A general requirement in empirical research is the future replication of newly presented findings to increase their validity. Of importance here is that this requirement has to some extent already been fulfilled because the critical findings of the presented work - ERP indices of adopted, reward-associated retrieval orientations - have been successfully replicated across the two ERP-studies reported in this thesis. However, replication, especially with regard to the cross-cultural changes in sensitivity to negative learning events, would be highly desirable.
‘[…] we make search in our memory for a forgotten idea, just as we rummage our house for a lost object. In both case we visit what seems to us the probable neighborhood of that which we miss. We turn over the things under which, or within which, or alongside of which, it may possibly be; and if it lies near them, it soon comes to view (James, 1890, p. 654).’
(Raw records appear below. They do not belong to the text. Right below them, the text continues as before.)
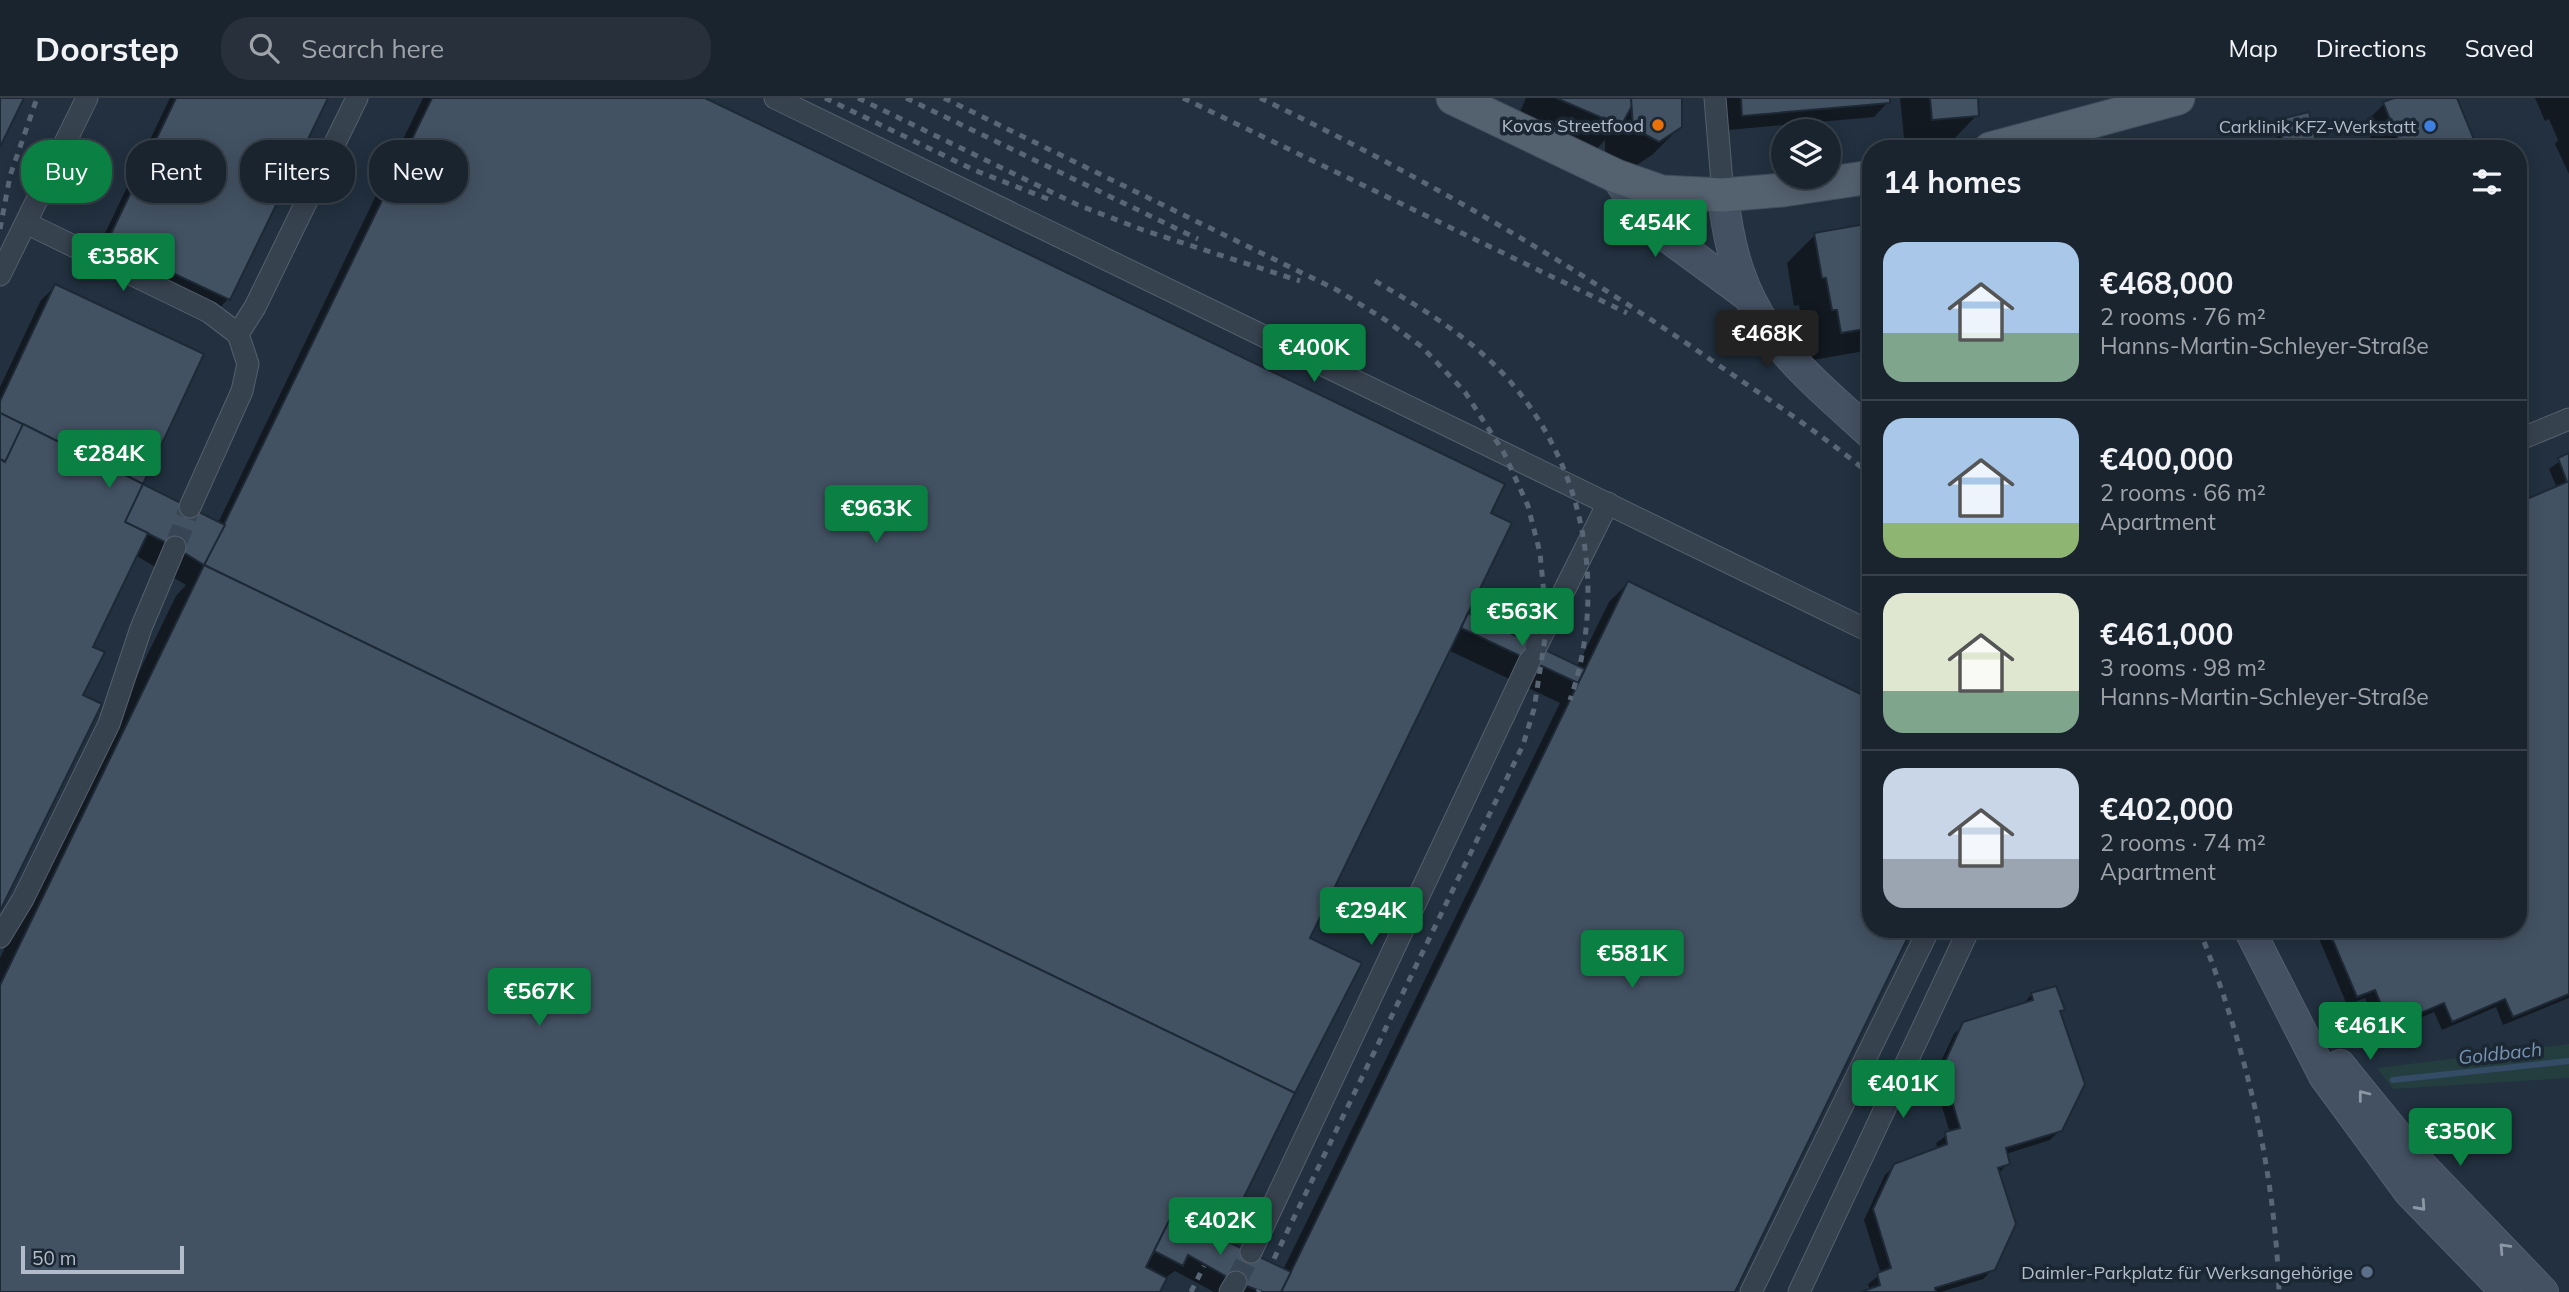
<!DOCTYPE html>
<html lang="en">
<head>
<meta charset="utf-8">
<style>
  :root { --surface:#1a242f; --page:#27303b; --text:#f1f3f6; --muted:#9fa4aa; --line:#38414b; --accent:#0b8043 }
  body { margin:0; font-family:Mulish,sans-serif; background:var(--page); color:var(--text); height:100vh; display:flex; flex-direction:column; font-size:26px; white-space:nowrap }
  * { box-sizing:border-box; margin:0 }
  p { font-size:23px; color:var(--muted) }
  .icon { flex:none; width:38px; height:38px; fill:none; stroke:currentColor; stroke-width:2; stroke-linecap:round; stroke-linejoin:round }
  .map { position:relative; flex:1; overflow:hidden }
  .panel { position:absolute; left:1862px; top:42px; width:665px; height:798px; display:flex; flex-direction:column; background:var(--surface); border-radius:28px; box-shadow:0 4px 18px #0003,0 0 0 2px var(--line) }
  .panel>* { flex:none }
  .guide { position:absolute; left:21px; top:42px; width:665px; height:63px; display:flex; gap:14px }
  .fabs { position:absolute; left:1771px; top:21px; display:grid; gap:14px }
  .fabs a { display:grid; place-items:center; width:70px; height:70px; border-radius:50%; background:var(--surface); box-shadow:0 4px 18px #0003,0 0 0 2px var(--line); font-size:35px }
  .scale { position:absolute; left:21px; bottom:18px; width:163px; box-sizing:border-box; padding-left:7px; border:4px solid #b3bcca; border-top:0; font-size:19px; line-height:24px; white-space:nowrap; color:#b3bcca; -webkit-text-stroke:5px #1c2734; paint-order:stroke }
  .price { position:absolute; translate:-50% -60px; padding:0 16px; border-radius:7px; background:var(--accent); color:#fff; font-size:23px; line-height:46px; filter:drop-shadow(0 2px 4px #0008) }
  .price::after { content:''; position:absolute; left:50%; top:42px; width:21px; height:16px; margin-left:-10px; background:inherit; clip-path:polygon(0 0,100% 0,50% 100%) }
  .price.current { background:#222; color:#fff }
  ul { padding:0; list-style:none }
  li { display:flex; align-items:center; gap:21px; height:175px; padding:0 21px }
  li+li { border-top:2px solid var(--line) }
  li span { display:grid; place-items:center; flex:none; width:196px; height:140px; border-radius:21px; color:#555 }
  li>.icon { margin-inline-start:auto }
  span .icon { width:84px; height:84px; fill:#fffc; stroke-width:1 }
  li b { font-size:30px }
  h2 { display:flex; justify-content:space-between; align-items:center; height:84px; padding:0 21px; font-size:30px }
  .tag { padding:0 24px; border-radius:28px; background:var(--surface); box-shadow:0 4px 18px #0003,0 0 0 2px var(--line); font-size:24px; line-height:63px }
  .tag.current { background:var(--accent); color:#fff }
  header { display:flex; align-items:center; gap:42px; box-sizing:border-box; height:98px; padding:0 35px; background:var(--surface); border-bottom:2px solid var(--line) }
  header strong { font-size:33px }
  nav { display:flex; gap:38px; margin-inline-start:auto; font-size:24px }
  .search { width:490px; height:63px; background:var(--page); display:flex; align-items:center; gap:18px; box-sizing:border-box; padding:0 24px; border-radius:28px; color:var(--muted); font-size:26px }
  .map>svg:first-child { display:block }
  .green { fill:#243e40 }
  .shadow { fill:#0007; fill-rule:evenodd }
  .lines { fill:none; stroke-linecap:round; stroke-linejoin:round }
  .stream { stroke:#354c67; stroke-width:6 }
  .building { fill:#435263; stroke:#1e2936; stroke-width:2 }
  .street-tunnel { stroke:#384554; stroke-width:21; stroke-dasharray:21 10; stroke-linecap:butt }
  .street-casing { stroke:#555f6d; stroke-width:23 }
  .secondary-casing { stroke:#555f6d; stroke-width:32 }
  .primary-casing { stroke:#404b58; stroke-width:35 }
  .street { stroke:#37424f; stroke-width:21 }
  .secondary { stroke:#445162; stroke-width:30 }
  .primary { stroke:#54616f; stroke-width:33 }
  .rail { stroke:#586676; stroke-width:5; stroke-dasharray:7 7; stroke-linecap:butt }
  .oneway { stroke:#8c97a6 }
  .food-dot { fill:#e8710a; stroke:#1c2734; stroke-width:2.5 }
  .shop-dot { fill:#3f7fe0; stroke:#1c2734; stroke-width:2.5 }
  .service-dot { fill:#5c6f8a; stroke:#1c2734; stroke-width:2.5 }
  .labels { text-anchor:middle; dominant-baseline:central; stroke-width:7; stroke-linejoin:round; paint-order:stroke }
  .poi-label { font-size:18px; fill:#b3bcca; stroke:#1c2734; text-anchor:end }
  .water-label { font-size:19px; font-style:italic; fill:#7994b3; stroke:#1c2734 }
</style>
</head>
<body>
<header>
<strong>Doorstep</strong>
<div class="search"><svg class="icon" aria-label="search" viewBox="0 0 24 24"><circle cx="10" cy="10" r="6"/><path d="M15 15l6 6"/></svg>Search here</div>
<nav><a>Map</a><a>Directions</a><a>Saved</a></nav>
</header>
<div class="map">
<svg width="2569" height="1194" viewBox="0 0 2569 1194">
  <rect width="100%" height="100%" fill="#22303f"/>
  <!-- green -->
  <polygon class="green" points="2569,946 2569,980 2393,991 2377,970"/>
  <!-- shadow -->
  <g class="shadow">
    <polygon points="170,0 326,0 228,201 214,216 94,158"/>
    <path d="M 423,0 L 701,0 L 1489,415 L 1466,516 L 1577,569 L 1609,504 L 1628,485 L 1733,1194 L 1214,1194 L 1175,1173 L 1165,1180 L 1158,1194 L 0,1194 L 0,860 L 176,498 L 186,487 L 135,457 L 90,549 L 81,598 L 0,809 L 0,289 L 41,202 L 56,188 L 140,387 L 218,425 ZM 1448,552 L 1560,605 L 1283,1172 L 1221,1143 L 1308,841 Z"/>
    <polygon points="1526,0 1679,0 1681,28 1652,57 1629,72 1605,58 1605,42 1592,56 1516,23"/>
    <polygon points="1726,0 1888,0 1888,4 1874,19 1728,32"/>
    <polygon points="1900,0 1976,0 1977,17 1949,46 1905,50"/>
    <polygon points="2398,0 2455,0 2476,51 2375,51 2365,25 2384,6"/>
    <polygon points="2535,0 2569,0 2569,76 2555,46 2558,42 2549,21 2545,23"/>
    <polygon points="2278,24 2316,51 2279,47 2274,28"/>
    <polygon points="1871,127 1871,243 1859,254 1813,262 1809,239 1804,240 1799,207 1794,208 1787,165 1815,137"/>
    <polygon points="2569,357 2569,900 2503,927 2496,909 2442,932 2434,914 2380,936 2365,900 2347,907 2315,831 2518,831 2521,405 2557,390 2549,371"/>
    <polygon points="2032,896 2063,911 2059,916 2060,1032 2050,1042 2006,1056 2008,1065 1998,1076 1993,1171 1983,1181 1941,1194 1866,1194 1870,1193 1868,1186 1881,1176 1864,1122 1885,1077 1895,1067 1938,1052 1936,1045 1950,1035 1933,980 1954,936 1964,926 2023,906"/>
  </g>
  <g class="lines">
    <!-- stream -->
    <polyline class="stream" points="2393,982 2569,963"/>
  </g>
  <!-- building -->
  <g class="building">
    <polygon points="0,0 24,0 0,49"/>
    <polygon points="176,0 328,0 230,202 107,144"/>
    <polygon points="432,0 705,0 1505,386 1491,415 1512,425 1310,840 1362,865 1295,995 204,467"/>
    <polygon points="1556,0 1631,0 1633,6 1621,28"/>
    <polygon points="1631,0 1682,0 1682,29 1659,44 1633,30"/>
    <polygon points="1741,0 1890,0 1890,5 1742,18"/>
    <polygon points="1930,0 1978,0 1979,18 1932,22"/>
    <polygon points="2394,0 2457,0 2478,51 2402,51 2383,4"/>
    <polygon points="2309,14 2318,51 2259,51 2283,44 2277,22"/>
    <polygon points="1871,125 1871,230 1841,235 1837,212 1832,212 1826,180 1822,180 1814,135"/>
    <polygon points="55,186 204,256 143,386 0,315 0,303"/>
    <polygon points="0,315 225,427 204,467 175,449 0,361"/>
    <polygon points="23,326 143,386 125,424 148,435 93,549 105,554 83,597 102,606 0,813 0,361 5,364"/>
    <polygon points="2569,355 2569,896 2513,919 2505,901 2452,924 2444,905 2390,928 2375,892 2357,899 2328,831 2518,831 2518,395 2522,403 2567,384 2558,360"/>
    <polygon points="204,467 1295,995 1223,1142 1172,1117 1146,1169 1167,1180 1160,1194 0,1194 0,887"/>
    <polygon points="1628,483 1871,601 1871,831 1912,831 1735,1194 1281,1194"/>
    <polygon points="1468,515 1585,571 1578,585 1461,530"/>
    <polygon points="2056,888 2065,912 2060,913 2085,986 2062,1033 2006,1050 2010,1066 1998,1070 2016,1126 1995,1172 1935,1190 1936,1194 1861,1194 1880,1187 1877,1175 1891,1170 1873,1111 1894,1066 1947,1046 1945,1034 1960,1030 1942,970 1963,924 2033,902 2031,895"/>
    <polygon points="1172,1117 1291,1174 1281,1194 1263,1194 1236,1184 1188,1157 1183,1168 1154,1153"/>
  </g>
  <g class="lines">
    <!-- street-tunnel -->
    <g class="street-tunnel">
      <polyline points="175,449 190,409"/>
      <polyline points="1236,1184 1251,1154"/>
    </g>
    <defs>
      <g id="street">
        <polyline points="775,0 1871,534"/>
        <polyline points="1715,0 1723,97"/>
        <polyline points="26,125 209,214 238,236"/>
        <polyline points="0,177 87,0"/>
        <polyline points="2518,342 2569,321"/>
        <polyline points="190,409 242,293 248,266 238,236 255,209 357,0"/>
        <polyline points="1536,549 1608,405"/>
        <polyline points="0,839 23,801 109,626 141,530 175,449"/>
        <polyline points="1251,1154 1530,562"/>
        <polyline points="1230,1194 1236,1184"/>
        <polyline points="1751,1194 1929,831"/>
        <polyline points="1799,1194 1969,831"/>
      </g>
      <g id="secondary">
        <polyline points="1616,78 1647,124 1745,196"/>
        <path d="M 1723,97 C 1736,219 1784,258 1871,336"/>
        <polyline points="2249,831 2324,978 2409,1094 2506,1194"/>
        <polyline points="2340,967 2422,1068 2543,1194"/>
      </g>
      <g id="primary">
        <polyline points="1453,0 1616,78 1662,94 1723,97 1783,92 1871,79"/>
        <polyline points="1990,51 2178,0"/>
      </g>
    </defs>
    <!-- street casing -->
    <use href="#street" class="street-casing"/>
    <!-- secondary casing -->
    <use href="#secondary" class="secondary-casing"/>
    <!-- primary casing -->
    <use href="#primary" class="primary-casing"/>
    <!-- street -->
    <use href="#street" class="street"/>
    <!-- secondary -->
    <use href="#secondary" class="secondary"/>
    <!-- primary -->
    <use href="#primary" class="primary"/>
    <!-- rail -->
    <g class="rail">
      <polyline points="825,0 974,72 1053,103"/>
      <polyline points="858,0 1078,107 1143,132 1300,183"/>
      <polyline points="906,0 1198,141"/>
      <polyline points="944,0 1337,192 1384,221 1422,249 1465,294 1504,355 1528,408 1540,455 1547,527 1534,611 1523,647 1272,1165"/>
      <polyline points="1183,0 1627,215"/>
      <path d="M 1260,0 C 1418,76 1567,163 1711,262 C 1765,299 1820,335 1871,377"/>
      <polyline points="0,131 10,78 37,0"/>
      <path d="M 1375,183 C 1423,211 1470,239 1508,281 C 1585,368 1608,493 1570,602"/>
      <path d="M 2199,831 C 2245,945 2275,1071 2279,1194"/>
      <polyline points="1191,1194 1204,1168"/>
      <polyline points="1258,1194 1259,1192"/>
    </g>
  </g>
  <!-- one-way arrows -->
  <defs><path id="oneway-chevron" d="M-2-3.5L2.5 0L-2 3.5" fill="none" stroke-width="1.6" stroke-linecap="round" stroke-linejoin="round" transform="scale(1.75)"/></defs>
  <g class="oneway">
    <use href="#oneway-chevron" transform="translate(2363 997) rotate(-128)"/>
    <use href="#oneway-chevron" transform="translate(2421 1108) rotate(48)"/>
    <use href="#oneway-chevron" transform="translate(2504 1150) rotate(-133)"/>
  </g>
  <!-- markers -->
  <circle class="food-dot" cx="1658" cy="27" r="7"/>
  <circle class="shop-dot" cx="2430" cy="28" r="7"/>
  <circle class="service-dot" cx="2367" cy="1174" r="7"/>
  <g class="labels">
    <!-- poi labels -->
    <g class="poi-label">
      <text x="1644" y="27">Kovas Streetfood</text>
      <text x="2416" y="28">Carklinik KFZ-Werkstatt</text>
      <text x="2353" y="1174">Daimler-Parkplatz für Werksangehörige</text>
    </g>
    <!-- water labels -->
    <g class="water-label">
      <text transform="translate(2500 955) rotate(-6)">Goldbach</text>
    </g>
  </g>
</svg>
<div class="fabs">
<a><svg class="icon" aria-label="layers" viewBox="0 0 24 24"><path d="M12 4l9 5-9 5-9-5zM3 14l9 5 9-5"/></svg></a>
</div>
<div class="scale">50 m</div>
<b class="price" style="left:1655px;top:161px">€454K</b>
<b class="price" style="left:123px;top:195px">€358K</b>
<b class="price current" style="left:1767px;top:272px">€468K</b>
<b class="price" style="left:1314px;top:286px">€400K</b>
<b class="price" style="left:109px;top:392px">€284K</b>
<b class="price" style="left:876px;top:447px">€963K</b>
<b class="price" style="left:1522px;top:550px">€563K</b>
<b class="price" style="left:1371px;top:849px">€294K</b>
<b class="price" style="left:1632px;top:892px">€581K</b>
<b class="price" style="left:539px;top:930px">€567K</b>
<b class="price" style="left:2370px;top:964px">€461K</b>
<b class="price" style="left:1903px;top:1022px">€401K</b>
<b class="price" style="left:2460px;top:1070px">€350K</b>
<b class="price" style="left:1220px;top:1159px">€402K</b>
<div class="guide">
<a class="tag current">Buy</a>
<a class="tag">Rent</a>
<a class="tag">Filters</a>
<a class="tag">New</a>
</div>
<section class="panel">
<h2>14 homes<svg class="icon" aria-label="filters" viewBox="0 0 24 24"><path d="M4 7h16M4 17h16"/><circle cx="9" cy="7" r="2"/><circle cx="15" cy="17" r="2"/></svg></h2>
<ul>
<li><span style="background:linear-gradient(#a9c7e8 65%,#7fa58c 0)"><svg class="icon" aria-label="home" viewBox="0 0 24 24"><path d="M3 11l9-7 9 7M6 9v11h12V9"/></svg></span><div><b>€468,000</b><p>2 rooms · 76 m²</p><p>Hanns-Martin-Schleyer-Straße</p></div></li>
<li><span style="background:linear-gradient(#a9c7e8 75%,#8fb573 0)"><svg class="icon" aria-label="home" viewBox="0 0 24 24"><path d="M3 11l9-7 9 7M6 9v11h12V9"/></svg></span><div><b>€400,000</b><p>2 rooms · 66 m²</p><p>Apartment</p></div></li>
<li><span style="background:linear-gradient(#dfe7d0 70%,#7fa58c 0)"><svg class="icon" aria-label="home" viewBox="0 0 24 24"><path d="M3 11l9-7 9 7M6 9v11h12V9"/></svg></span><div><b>€461,000</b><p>3 rooms · 98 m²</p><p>Hanns-Martin-Schleyer-Straße</p></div></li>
<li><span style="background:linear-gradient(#c9d6e8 65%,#9aa5b1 0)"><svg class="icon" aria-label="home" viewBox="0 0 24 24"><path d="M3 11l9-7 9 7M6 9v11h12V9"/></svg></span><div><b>€402,000</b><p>2 rooms · 74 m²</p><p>Apartment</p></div></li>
</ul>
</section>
</div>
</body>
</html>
More than a century ago, William James described with this metaphor memory retrieval as a search process, an influential description which still influences the contemporary understanding of memory retrieval. In the context of the studies presented in this work in which the main goal was to examine how motivated learning, either through positive or negative monetary incentives, might influence strategic memory retrieval processes, William James’ metaphor might be extended to the figurative example of a further search process in one’s own house but now for lost and very valuable objects. As a consequence, the search process through the house might be more efficient in time and space, but the extent to which the object is likely to be found would vary depending upon the amount of value bestowed upon the object when it was originally left. This value would then affect the retrieval operations engaged during the search for it.